Take each line below that has "turn" and copy it.

[Saved data entries]
* * *
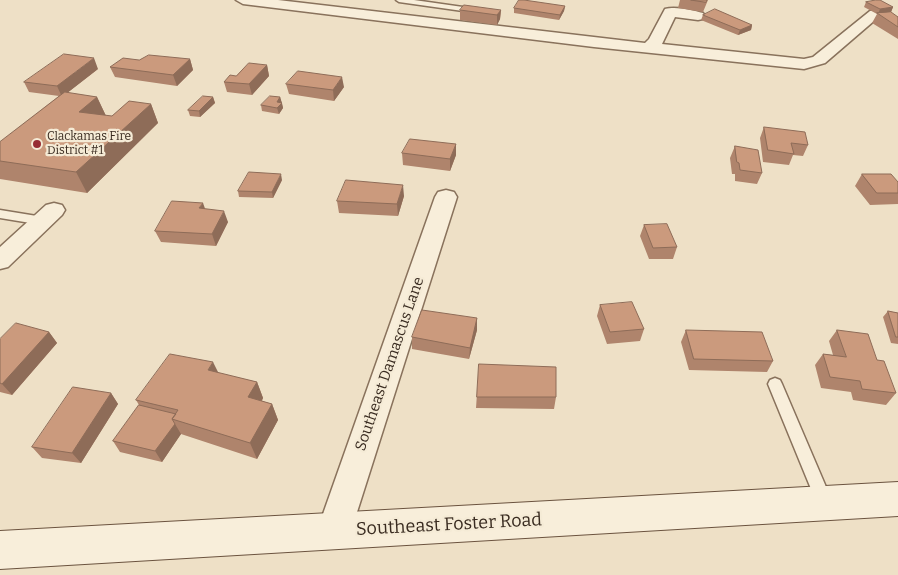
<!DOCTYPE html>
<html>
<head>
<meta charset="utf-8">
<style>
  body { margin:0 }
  canvas { display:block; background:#eee0c6 }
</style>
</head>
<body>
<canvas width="898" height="575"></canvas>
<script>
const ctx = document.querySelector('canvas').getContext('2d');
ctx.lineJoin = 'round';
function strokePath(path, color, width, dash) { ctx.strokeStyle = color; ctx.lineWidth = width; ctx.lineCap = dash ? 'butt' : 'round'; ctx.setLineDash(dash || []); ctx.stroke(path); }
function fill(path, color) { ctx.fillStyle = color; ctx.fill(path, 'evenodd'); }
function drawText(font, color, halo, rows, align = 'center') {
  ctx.font = font + ' Bitter,serif'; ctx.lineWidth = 4.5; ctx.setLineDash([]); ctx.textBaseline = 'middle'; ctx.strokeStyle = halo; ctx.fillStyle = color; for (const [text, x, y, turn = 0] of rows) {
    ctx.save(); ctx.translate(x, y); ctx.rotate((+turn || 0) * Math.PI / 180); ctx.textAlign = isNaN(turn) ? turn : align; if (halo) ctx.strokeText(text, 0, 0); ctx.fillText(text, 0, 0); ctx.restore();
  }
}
const service = new Path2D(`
  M396 0H414L477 9 481 11 477 13 399 2Z
  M0 210 43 217 49 221 43 225 0 218Z
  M775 378 780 380 782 384 832 501 830 507 824 509 818 507 816 501 768 384 770 380Z`);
const minor = new Path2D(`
  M236 0H278L645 43 649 39 665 9C676 6 692 10 703 13L705 16 703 19 698 20 675 17 662 44 804 59 813 57 870 11H880L882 14 825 63 804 69 594 47 243 4Z
  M446 190 454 192 457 197 351 531 346 543 334 548 322 543 317 531 435 197 438 192Z
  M54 203 62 205 65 210 62 215 8 267 0 269V247L46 205Z`);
const secondary = new Path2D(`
  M898 482V516L0 569V531Z`);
const wall = new Path2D(`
  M680 0H708L703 12 678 8Z
  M866 2 893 7 891 12H887L898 17V39L872 23 877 14 864 7Z
  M565 6 564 11 559 20 514 13V8Z
  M460 10H501L500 19 497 25 460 20Z
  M703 15 752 25 751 30 738 35 701 20Z
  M190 59 193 70 177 86 115 77 110 67 139 60Z
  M267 65 269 76 252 95 227 92 224 82 236 76Z
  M98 69 67 93 97 97 106 116H112L151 104 158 123 87 193 0 179V142L59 96 29 92 24 82Z
  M286 84 344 87 334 101 289 94Z
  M213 97 215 103 200 117 190 116 188 110Z
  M280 97 283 108 279 114 262 111 261 105Z
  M764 127 808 145 803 156 793 155 789 165 763 162 760 138Z
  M456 144V155L450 171 403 165 402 153Z
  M735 146 762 173 757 184 735 181V174H732L730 158Z
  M862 174 898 182V204L870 205 855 186Z
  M282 180 273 198 239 197 238 191Z
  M404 196 398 216 339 213 337 201Z
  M205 209 228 222 216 246 161 242 155 231Z
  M644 225 677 247 673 259H649L640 236Z
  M600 305 644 329 640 341 607 344 597 316Z
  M888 311 898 313V344L891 343 883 317Z
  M477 318V330L469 359 412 349V337Z
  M686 330 773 361 767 372 689 370 681 342Z
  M837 330 877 360 896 393 886 405 853 400 851 392 821 388 815 365 823 354 833 355 829 341Z
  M49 332 57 343 12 395 0 392V339Z
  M479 364 556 397 554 409 476 408Z
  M218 373 257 382 263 398 262 401 272 404 278 420 257 459 181 434 162 462 120 452 113 441 139 405 136 400Z
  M111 393 118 404 81 463 42 458 32 447Z`);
const shadedWall = new Path2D(`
  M565 6 564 11 559 20 560 15Z
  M893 7 891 12 878 14 880 9Z
  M501 10 500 19 497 25V15Z
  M752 25 751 30 738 35 740 30Z
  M94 58 98 69 62 97 57 86Z
  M190 59 193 70 177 86 173 75Z
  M267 65 269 76 252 95 249 84Z
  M342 77 344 87 334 101 333 90Z
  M97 97 106 116 79 112Z
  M213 97 215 103 200 117 199 111Z
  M280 97 282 103 277 102Z
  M282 103 283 108 279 114 277 108Z
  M151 104 158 123 87 193 76 172Z
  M456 144V155L450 171V159Z
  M281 174 282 180 273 198 272 192Z
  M403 185 404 196 398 216 397 204Z
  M203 203 207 214 199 208Z
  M224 211 228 222 216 246 212 234Z
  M477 318V330L469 359 470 348Z
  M49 332 57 343 12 395 2 384Z
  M213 362 221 378 208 370Z
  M257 382 263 398 254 413 248 397Z
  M111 393 118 404 81 463 72 453Z
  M272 404 278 420 257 459 250 443Z
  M175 424 181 434 162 462 155 451Z`);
const building = new Path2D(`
  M519 0H524L565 6 560 15 514 8Z
  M691 0H707L706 2Z
  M876 0H880L893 7 880 9 866 2Z
  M464 5 501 10 497 15 460 10Z
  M715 9 752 25 740 30 703 15Z
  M891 12 898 17V27L877 13Z
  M64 54 94 58 57 86 24 82Z
  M149 55 190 59 173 75 110 67 123 58 139 60Z
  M249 63 267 65 249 84 224 82 230 75 236 76Z
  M298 71 342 77 333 90 286 84Z
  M65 92 97 97 79 112 112 116 129 101 151 104 76 172 0 161V142Z
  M203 96 213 97 199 111 188 110Z
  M270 96 280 97 277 102 282 103 277 108 261 105Z
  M764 127 805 132 808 145 791 143 794 154 768 150Z
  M410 139 456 144 450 159 402 153Z
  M735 146 758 150 762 173 740 170 739 163 737 162Z
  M249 172 281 174 272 192 238 191Z
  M862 174H891L898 182V193H877Z
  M346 180 403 185 397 204 337 201Z
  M172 201 203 203 199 208 224 211 212 234 155 231Z
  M667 224 677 247 653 248 644 225Z
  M632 302 644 329 610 332 600 305Z
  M422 310 477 318 470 348 412 337Z
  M888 311 898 313V337H896Z
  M16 323 49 332 2 384 0 383V339Z
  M686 330 762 332 773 361 694 359Z
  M837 330 868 334 877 360 884 361 896 393 862 389 860 381 830 377 823 354 846 357Z
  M170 354 213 362 208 370 257 382 248 397 272 404 250 443 172 419 178 410 136 400Z
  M479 364 556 367V397H477Z
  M73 387 111 393 72 453 32 447Z
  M139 405 176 414 172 419 175 424 155 451 113 441Z`);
const markers = [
  [37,144,5,"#972d33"]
];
const farPoinames = [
  ["Clackamas Fire",47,137],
  ["District #1",47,151]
];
const streetNames = [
  ["Southeast Damascus Lane",390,364,-71]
];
const nearStreetnames = [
  ["Southeast Foster Road",449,525,-3]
];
strokePath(service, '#89725c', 3);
strokePath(minor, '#89725c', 3);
strokePath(secondary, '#6b533f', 2);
fill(service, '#f8eeda');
fill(minor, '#f8eeda');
fill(secondary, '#f8eeda');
fill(wall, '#af846c');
fill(shadedWall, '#8e6c58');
fill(building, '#cb9a7d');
strokePath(building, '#8e6c58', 1);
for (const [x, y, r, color] of markers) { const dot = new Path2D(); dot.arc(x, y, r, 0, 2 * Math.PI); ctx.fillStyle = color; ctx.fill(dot); strokePath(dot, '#f5ebd6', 2); }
drawText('12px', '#392b20', '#f5ebd6', farPoinames, 'left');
drawText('15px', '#392b20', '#f5ebd6', streetNames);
drawText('18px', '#392b20', '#f5ebd6', nearStreetnames);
</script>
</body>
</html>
* * *
** EXERCISE SOLUTION **
  ctx.font = font + ' Bitter,serif'; ctx.lineWidth = 4.5; ctx.setLineDash([]); ctx.textBaseline = 'middle'; ctx.strokeStyle = halo; ctx.fillStyle = color; for (const [text, x, y, turn = 0] of rows) {
    ctx.save(); ctx.translate(x, y); ctx.rotate((+turn || 0) * Math.PI / 180); ctx.textAlign = isNaN(turn) ? turn : align; if (halo) ctx.strokeText(text, 0, 0); ctx.fillText(text, 0, 0); ctx.restore();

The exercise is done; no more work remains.